CODAIT / text-extensions-for-pandas

Natural language processing support for Pandas dataframes.
Apache License 2.0
215 stars 34 forks source link

TensorArray fails when used as boolean mask index #162

Open BryanCutler opened 3 years ago

BryanCutler commented 3 years ago

Pandas can not recognize an extension array that when taken as numpy, it is a 1-D boolean array and use that array as a boolean mask for indexing.

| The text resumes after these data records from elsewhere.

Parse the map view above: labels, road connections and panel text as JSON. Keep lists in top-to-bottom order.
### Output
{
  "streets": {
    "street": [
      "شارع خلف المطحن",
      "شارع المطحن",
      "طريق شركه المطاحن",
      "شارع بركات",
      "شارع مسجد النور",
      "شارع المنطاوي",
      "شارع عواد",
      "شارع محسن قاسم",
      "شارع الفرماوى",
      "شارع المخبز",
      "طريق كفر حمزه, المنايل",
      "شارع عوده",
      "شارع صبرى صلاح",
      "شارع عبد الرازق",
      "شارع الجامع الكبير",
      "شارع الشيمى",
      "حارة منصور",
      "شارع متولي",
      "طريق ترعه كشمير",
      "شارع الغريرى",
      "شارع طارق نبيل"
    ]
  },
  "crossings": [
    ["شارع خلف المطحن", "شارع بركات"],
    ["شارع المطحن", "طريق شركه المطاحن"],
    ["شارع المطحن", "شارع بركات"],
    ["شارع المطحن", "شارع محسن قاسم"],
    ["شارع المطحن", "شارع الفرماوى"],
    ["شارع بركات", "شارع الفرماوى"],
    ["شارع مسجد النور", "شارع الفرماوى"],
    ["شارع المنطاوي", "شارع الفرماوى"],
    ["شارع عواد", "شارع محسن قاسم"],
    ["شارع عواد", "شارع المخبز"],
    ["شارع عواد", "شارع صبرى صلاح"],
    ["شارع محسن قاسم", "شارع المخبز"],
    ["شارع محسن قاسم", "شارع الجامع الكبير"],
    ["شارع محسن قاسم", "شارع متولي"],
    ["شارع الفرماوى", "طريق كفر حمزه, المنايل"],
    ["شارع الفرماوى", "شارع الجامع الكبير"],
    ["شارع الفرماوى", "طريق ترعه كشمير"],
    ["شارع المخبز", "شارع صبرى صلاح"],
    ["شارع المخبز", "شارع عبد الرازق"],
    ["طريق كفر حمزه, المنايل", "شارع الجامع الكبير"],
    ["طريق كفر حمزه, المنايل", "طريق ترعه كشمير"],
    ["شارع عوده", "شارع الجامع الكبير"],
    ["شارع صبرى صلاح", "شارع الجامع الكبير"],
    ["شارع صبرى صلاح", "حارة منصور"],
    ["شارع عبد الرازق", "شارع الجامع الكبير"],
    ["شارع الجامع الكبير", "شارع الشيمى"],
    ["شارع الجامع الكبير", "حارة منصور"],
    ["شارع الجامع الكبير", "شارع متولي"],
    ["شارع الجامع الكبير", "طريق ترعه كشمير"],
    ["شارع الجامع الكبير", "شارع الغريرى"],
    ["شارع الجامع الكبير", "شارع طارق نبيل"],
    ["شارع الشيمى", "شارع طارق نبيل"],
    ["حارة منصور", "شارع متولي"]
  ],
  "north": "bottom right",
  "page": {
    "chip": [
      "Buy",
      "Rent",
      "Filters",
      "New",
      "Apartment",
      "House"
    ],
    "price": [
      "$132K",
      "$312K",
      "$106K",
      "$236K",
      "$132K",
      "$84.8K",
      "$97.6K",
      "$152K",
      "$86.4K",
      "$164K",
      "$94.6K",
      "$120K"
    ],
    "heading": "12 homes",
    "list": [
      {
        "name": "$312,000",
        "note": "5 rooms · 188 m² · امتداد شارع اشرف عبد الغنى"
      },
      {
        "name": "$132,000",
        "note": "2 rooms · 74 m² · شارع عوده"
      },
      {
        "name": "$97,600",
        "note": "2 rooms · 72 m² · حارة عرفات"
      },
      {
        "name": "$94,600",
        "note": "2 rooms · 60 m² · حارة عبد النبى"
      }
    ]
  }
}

arr = tp.TensorArray(np.arange(20).reshape(10,2))
s = pd.Series(arr)
thresh = s > 8
s[np.all(thresh.array, axis=1)]

results in: KeyError: "None of [Index([False, False, False, False, False, True, True, True, True, True], dtype='object')] are in the [index]" or other strange errors because it is not picked up as 1-D boolean array and tries to be a list-like indexer or something else

BryanCutler commented 3 years ago

In the notebook Text_Extenstions_for_Pandas_Overview an example shows a TensorArray used as a boolean mask:

s[np.all(thresh.array, axis=1)]

This is now failing when the Series tries to validate the mask. Need to find a fix or another way to do this.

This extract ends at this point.